▸ What to produce
Lines containing "halo" should be pulled from the material below.

• • • • • • •

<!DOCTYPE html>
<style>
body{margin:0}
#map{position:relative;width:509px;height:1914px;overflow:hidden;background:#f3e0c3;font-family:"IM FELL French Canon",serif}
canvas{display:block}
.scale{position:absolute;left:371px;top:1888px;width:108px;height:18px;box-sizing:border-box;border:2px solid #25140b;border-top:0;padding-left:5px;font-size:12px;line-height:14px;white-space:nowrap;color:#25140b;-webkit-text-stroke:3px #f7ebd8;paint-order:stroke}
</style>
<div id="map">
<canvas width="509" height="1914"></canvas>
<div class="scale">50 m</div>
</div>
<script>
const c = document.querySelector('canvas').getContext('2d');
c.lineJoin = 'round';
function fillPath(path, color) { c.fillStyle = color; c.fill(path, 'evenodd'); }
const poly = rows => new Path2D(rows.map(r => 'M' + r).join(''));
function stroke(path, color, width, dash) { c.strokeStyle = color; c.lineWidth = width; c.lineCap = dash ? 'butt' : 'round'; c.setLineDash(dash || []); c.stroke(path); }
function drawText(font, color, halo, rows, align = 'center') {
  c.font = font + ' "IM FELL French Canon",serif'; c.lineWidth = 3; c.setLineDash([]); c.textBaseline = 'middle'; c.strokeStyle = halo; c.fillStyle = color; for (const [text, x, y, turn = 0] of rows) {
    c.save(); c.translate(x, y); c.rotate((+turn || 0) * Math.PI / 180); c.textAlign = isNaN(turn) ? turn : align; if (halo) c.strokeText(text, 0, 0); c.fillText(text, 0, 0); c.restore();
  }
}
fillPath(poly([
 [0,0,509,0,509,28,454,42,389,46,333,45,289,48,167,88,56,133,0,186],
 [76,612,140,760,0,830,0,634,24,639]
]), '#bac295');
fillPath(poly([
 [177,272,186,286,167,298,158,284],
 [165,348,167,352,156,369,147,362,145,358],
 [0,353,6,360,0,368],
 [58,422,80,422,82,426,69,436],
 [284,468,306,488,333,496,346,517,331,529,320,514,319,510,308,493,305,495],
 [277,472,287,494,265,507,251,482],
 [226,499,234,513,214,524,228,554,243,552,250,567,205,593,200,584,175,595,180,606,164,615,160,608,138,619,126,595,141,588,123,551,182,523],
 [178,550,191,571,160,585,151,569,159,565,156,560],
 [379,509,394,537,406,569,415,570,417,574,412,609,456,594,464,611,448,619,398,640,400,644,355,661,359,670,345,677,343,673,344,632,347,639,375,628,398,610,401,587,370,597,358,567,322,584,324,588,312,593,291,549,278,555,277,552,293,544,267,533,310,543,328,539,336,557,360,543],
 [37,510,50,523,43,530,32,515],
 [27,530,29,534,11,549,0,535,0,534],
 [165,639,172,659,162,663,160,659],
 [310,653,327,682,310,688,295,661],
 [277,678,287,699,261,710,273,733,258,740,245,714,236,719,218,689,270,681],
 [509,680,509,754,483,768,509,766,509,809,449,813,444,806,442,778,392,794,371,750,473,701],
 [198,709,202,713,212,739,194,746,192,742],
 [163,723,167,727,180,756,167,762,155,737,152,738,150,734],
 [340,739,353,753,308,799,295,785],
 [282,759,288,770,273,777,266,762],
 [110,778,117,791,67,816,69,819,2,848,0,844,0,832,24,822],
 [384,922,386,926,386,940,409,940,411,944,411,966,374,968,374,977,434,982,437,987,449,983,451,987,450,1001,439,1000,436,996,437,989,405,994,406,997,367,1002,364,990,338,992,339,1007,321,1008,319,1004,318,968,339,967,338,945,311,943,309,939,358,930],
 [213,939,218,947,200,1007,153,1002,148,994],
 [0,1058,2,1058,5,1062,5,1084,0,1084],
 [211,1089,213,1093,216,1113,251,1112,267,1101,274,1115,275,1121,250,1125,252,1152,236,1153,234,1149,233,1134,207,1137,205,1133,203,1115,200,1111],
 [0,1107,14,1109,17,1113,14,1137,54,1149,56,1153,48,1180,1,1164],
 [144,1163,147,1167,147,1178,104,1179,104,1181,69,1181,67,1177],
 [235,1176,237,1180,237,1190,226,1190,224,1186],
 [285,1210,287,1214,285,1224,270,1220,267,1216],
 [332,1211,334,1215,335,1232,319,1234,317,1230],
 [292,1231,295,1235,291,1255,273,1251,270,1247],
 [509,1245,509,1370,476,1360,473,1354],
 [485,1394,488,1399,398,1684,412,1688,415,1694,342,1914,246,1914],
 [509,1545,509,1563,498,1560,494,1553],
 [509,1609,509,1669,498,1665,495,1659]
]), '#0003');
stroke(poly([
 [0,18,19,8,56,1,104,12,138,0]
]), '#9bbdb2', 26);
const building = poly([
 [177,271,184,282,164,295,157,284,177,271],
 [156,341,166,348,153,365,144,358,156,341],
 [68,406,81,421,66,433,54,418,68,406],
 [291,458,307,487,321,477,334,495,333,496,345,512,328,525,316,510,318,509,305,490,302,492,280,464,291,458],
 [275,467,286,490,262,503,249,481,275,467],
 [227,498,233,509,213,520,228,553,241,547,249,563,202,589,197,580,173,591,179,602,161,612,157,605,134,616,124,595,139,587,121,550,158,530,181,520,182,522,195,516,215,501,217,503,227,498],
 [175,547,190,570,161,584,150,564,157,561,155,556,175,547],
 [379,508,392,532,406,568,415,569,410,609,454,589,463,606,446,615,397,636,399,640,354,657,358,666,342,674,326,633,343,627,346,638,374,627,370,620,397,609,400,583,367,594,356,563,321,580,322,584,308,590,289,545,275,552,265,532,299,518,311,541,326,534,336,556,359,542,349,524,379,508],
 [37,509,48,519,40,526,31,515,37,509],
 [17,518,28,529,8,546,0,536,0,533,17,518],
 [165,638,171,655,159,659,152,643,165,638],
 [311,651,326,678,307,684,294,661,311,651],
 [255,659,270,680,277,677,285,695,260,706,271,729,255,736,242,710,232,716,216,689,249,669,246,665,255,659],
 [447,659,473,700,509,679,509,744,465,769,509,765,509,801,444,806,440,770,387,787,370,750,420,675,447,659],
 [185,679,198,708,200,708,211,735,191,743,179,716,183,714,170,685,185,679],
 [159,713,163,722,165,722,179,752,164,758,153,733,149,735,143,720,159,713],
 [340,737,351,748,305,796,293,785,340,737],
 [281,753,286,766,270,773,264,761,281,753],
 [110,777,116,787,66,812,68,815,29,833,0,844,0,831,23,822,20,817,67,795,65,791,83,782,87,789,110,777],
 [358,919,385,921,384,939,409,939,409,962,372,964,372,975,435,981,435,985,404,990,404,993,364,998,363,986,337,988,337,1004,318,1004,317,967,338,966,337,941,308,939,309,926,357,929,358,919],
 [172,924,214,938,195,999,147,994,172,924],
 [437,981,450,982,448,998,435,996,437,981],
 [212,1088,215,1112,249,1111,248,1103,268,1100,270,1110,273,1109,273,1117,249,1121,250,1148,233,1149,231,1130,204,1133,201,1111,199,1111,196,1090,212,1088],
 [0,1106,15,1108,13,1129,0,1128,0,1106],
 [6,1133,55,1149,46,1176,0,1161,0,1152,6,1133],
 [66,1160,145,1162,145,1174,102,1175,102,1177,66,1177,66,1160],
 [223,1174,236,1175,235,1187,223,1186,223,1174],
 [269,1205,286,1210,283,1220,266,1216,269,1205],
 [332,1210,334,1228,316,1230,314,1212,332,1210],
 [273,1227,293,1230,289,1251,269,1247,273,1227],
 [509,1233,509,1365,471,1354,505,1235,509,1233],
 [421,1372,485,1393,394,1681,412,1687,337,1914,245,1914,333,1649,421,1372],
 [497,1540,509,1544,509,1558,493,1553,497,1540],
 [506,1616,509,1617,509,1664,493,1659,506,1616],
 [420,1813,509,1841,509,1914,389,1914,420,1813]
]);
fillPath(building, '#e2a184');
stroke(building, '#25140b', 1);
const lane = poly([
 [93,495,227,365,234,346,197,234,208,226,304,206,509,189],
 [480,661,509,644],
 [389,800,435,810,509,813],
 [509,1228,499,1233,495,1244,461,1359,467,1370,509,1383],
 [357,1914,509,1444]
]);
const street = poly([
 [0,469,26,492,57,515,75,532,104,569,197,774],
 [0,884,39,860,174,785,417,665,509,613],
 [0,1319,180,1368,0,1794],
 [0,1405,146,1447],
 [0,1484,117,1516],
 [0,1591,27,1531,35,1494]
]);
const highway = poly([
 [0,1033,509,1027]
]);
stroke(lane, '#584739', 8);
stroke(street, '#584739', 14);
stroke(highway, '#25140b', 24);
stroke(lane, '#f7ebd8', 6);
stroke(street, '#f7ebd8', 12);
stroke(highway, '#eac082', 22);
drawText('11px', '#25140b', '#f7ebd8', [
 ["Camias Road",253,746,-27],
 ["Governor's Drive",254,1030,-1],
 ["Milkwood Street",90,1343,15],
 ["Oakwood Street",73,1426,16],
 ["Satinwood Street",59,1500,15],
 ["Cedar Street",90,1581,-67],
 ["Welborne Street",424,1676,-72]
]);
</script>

• • • • • • •

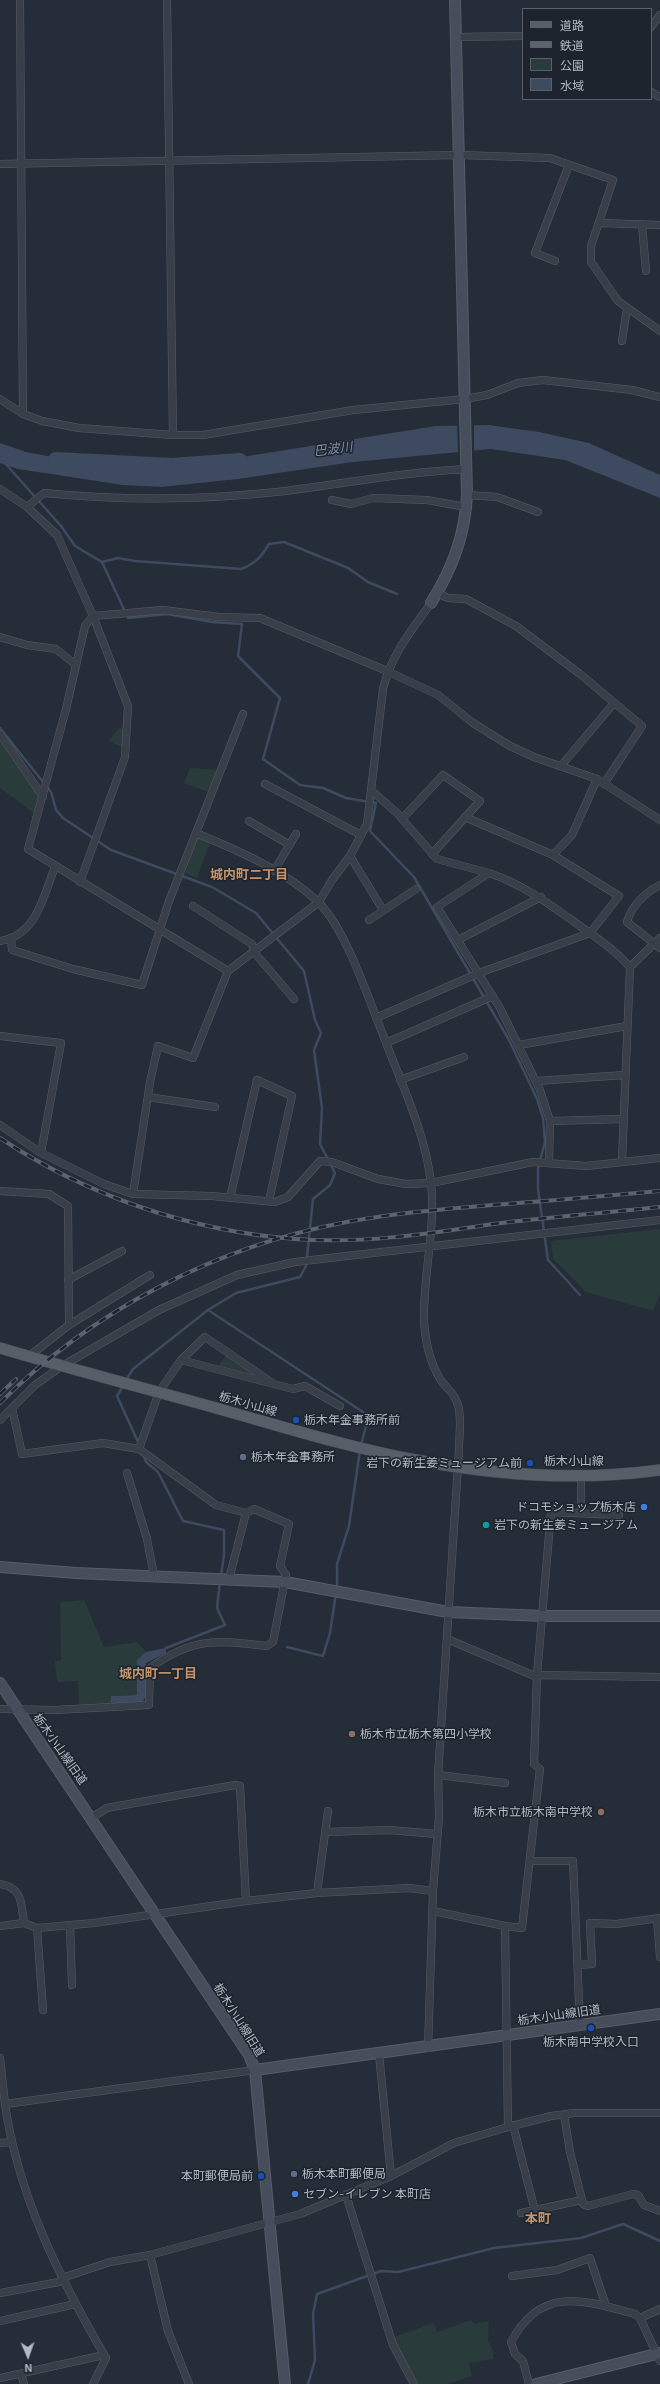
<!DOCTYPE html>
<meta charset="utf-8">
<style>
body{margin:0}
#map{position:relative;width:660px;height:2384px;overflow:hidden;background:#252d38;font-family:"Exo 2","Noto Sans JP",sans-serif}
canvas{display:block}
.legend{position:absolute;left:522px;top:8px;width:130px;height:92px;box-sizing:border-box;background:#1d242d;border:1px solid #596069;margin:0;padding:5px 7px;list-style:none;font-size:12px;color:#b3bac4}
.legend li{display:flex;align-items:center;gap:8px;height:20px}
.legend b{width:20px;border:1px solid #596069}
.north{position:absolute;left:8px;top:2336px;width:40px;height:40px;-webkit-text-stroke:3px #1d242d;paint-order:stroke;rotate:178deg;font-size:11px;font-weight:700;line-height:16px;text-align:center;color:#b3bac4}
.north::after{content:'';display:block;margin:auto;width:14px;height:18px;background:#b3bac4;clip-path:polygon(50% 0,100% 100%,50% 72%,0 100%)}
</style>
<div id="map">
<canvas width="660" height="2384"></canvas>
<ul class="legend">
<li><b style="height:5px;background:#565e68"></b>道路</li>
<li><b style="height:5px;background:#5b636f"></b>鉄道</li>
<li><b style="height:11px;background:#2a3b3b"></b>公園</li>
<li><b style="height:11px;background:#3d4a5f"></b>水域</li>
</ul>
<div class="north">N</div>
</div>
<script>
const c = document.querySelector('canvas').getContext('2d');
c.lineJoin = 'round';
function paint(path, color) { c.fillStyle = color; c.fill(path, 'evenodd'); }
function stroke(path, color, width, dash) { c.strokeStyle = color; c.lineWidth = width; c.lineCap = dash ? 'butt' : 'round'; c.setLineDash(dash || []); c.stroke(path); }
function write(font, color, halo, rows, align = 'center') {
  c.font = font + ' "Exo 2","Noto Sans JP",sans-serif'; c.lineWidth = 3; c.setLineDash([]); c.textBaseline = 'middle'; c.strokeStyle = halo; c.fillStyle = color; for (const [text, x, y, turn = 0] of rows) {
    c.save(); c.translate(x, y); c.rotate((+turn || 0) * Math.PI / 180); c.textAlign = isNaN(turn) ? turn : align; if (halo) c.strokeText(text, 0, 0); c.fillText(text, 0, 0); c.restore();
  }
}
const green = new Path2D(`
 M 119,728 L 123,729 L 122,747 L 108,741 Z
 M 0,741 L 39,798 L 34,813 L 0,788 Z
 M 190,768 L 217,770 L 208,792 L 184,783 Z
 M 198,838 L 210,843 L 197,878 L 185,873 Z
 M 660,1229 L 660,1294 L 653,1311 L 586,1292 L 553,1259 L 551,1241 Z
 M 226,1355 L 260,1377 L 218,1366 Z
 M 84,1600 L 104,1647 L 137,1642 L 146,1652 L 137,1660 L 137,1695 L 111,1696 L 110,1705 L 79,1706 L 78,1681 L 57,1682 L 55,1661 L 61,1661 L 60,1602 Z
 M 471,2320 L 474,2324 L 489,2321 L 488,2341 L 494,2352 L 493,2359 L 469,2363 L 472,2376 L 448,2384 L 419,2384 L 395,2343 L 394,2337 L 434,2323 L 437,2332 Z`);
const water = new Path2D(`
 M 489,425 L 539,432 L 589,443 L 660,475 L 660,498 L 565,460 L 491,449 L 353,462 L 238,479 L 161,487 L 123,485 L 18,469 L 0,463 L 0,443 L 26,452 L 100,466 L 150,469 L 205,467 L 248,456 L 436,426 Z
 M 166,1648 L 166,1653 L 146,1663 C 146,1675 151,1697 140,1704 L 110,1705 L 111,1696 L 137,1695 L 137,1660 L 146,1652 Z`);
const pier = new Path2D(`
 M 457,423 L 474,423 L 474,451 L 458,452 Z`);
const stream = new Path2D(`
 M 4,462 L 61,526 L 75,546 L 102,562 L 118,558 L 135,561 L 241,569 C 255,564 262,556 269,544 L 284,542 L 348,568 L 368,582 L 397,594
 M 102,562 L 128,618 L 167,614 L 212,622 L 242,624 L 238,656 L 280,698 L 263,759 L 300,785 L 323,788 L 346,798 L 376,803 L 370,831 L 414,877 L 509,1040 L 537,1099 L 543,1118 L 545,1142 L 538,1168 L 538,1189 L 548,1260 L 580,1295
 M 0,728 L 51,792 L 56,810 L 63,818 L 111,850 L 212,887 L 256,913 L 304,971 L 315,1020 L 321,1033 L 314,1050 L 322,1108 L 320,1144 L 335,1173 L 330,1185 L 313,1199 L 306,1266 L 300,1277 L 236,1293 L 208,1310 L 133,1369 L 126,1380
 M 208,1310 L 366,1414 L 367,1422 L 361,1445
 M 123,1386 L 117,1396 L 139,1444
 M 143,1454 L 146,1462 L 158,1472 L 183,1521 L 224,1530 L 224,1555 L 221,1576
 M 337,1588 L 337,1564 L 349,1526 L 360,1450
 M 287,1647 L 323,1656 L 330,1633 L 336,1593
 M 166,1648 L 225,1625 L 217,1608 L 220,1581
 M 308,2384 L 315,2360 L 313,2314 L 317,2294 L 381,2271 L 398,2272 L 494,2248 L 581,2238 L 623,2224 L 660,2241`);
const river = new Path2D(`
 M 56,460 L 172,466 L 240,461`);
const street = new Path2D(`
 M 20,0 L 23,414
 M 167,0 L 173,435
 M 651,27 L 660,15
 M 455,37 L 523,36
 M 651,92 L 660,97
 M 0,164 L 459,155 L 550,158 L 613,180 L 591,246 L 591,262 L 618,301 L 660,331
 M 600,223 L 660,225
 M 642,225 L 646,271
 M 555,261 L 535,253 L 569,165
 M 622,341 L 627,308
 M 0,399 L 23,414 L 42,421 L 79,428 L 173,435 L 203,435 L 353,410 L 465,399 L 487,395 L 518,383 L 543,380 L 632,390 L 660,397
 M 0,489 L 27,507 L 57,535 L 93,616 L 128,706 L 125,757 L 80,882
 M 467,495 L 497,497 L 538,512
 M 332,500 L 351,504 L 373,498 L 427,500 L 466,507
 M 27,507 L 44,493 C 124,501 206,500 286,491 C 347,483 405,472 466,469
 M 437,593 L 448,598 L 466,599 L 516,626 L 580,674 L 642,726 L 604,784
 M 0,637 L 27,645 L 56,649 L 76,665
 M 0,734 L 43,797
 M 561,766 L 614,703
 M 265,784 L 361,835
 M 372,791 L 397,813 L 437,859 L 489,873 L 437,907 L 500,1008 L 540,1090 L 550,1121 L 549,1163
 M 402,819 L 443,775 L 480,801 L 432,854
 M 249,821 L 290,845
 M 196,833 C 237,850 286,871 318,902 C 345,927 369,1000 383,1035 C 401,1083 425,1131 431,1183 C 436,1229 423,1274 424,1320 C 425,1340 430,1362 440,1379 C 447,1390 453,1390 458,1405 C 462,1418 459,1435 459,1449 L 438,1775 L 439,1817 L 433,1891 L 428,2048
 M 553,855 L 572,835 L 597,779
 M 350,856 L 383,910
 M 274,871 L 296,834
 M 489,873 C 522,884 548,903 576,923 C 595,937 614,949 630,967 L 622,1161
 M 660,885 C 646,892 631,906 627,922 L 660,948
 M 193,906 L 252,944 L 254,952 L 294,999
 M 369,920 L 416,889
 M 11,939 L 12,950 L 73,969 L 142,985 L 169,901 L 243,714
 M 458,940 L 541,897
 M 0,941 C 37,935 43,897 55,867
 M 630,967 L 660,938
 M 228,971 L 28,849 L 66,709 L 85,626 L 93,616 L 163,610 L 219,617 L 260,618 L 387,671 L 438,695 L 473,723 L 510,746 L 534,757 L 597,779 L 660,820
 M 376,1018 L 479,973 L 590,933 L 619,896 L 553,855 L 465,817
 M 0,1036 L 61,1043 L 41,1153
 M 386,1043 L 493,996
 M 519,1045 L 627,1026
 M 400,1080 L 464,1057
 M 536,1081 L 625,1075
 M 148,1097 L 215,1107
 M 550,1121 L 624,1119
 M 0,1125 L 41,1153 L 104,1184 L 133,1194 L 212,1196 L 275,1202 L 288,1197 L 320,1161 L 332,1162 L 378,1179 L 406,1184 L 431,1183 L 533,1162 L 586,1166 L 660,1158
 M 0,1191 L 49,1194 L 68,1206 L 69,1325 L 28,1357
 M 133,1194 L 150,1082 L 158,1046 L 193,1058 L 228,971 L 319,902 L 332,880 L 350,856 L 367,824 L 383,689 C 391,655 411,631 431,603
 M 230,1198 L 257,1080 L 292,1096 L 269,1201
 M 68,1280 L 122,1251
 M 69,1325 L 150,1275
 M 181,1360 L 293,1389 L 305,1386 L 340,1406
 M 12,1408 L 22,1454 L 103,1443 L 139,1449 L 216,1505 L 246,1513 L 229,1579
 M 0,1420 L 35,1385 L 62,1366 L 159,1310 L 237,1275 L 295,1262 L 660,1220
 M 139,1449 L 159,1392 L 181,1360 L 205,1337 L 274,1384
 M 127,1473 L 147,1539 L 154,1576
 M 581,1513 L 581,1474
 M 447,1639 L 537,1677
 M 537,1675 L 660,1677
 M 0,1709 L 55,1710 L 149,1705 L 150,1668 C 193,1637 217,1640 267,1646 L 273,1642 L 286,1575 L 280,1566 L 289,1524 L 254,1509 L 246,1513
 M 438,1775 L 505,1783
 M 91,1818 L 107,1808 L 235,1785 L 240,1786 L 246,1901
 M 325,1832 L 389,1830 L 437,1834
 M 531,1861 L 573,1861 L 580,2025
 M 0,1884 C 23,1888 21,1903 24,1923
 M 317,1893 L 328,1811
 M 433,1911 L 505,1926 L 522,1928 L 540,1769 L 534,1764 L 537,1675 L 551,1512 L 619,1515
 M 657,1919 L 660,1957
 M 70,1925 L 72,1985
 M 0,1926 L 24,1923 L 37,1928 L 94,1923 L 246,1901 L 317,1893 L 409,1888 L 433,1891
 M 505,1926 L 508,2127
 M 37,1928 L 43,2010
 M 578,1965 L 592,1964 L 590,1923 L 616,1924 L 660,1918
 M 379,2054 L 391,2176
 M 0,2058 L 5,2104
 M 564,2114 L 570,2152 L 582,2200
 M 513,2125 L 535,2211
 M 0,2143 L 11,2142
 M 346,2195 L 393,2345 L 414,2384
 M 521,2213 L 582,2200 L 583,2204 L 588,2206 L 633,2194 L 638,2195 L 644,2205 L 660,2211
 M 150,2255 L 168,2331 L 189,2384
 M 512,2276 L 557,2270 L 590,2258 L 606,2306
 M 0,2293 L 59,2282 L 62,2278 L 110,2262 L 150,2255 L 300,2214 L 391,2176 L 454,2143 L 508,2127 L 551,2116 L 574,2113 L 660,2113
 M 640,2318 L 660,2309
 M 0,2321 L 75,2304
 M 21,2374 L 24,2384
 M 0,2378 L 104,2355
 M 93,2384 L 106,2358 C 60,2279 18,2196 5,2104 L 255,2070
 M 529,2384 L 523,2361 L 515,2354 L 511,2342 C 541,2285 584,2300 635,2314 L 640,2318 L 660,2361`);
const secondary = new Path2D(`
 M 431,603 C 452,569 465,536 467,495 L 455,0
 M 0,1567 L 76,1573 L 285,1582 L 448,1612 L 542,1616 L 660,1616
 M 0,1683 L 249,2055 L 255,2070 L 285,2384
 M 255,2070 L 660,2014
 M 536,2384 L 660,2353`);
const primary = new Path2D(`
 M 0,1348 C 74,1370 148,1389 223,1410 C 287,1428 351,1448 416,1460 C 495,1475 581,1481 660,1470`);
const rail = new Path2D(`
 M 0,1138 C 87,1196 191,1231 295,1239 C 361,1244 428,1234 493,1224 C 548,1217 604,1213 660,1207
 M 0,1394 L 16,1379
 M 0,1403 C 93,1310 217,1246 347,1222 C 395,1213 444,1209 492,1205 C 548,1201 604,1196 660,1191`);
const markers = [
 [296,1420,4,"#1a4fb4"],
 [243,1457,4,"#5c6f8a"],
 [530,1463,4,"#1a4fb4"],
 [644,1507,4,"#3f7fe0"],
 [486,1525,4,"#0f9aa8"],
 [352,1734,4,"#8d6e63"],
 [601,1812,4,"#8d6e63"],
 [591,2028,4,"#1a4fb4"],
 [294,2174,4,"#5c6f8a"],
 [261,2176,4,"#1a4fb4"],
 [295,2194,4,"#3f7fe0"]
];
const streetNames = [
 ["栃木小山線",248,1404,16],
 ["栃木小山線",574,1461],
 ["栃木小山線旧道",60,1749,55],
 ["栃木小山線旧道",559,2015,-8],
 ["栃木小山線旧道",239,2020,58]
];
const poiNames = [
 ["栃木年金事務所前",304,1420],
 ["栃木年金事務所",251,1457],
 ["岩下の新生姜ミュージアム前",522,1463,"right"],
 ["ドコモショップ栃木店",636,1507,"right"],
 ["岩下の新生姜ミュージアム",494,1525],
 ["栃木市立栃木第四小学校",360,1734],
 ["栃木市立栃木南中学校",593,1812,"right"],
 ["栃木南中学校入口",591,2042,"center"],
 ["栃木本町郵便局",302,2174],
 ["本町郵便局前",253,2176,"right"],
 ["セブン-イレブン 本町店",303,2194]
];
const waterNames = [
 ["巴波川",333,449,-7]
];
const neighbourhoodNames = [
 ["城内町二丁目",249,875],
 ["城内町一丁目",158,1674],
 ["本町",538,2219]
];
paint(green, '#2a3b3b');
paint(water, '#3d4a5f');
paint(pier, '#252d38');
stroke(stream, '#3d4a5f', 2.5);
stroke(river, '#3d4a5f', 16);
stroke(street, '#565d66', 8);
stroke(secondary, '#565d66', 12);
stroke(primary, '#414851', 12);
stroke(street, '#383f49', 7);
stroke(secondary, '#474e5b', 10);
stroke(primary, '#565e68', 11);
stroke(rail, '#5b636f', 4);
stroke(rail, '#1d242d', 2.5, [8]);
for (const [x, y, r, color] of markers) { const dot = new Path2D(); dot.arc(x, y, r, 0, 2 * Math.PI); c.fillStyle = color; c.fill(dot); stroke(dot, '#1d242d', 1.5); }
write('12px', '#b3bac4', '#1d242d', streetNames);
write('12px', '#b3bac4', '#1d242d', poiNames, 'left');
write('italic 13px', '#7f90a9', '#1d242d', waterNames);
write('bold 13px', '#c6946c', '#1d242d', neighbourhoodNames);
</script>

• • • • • • •

▸ Exercise output
function drawText(font, color, halo, rows, align = 'center') {
  c.font = font + ' "IM FELL French Canon",serif'; c.lineWidth = 3; c.setLineDash([]); c.textBaseline = 'middle'; c.strokeStyle = halo; c.fillStyle = color; for (const [text, x, y, turn = 0] of rows) {
    c.save(); c.translate(x, y); c.rotate((+turn || 0) * Math.PI / 180); c.textAlign = isNaN(turn) ? turn : align; if (halo) c.strokeText(text, 0, 0); c.fillText(text, 0, 0); c.restore();
function write(font, color, halo, rows, align = 'center') {
  c.font = font + ' "Exo 2","Noto Sans JP",sans-serif'; c.lineWidth = 3; c.setLineDash([]); c.textBaseline = 'middle'; c.strokeStyle = halo; c.fillStyle = color; for (const [text, x, y, turn = 0] of rows) {
    c.save(); c.translate(x, y); c.rotate((+turn || 0) * Math.PI / 180); c.textAlign = isNaN(turn) ? turn : align; if (halo) c.strokeText(text, 0, 0); c.fillText(text, 0, 0); c.restore();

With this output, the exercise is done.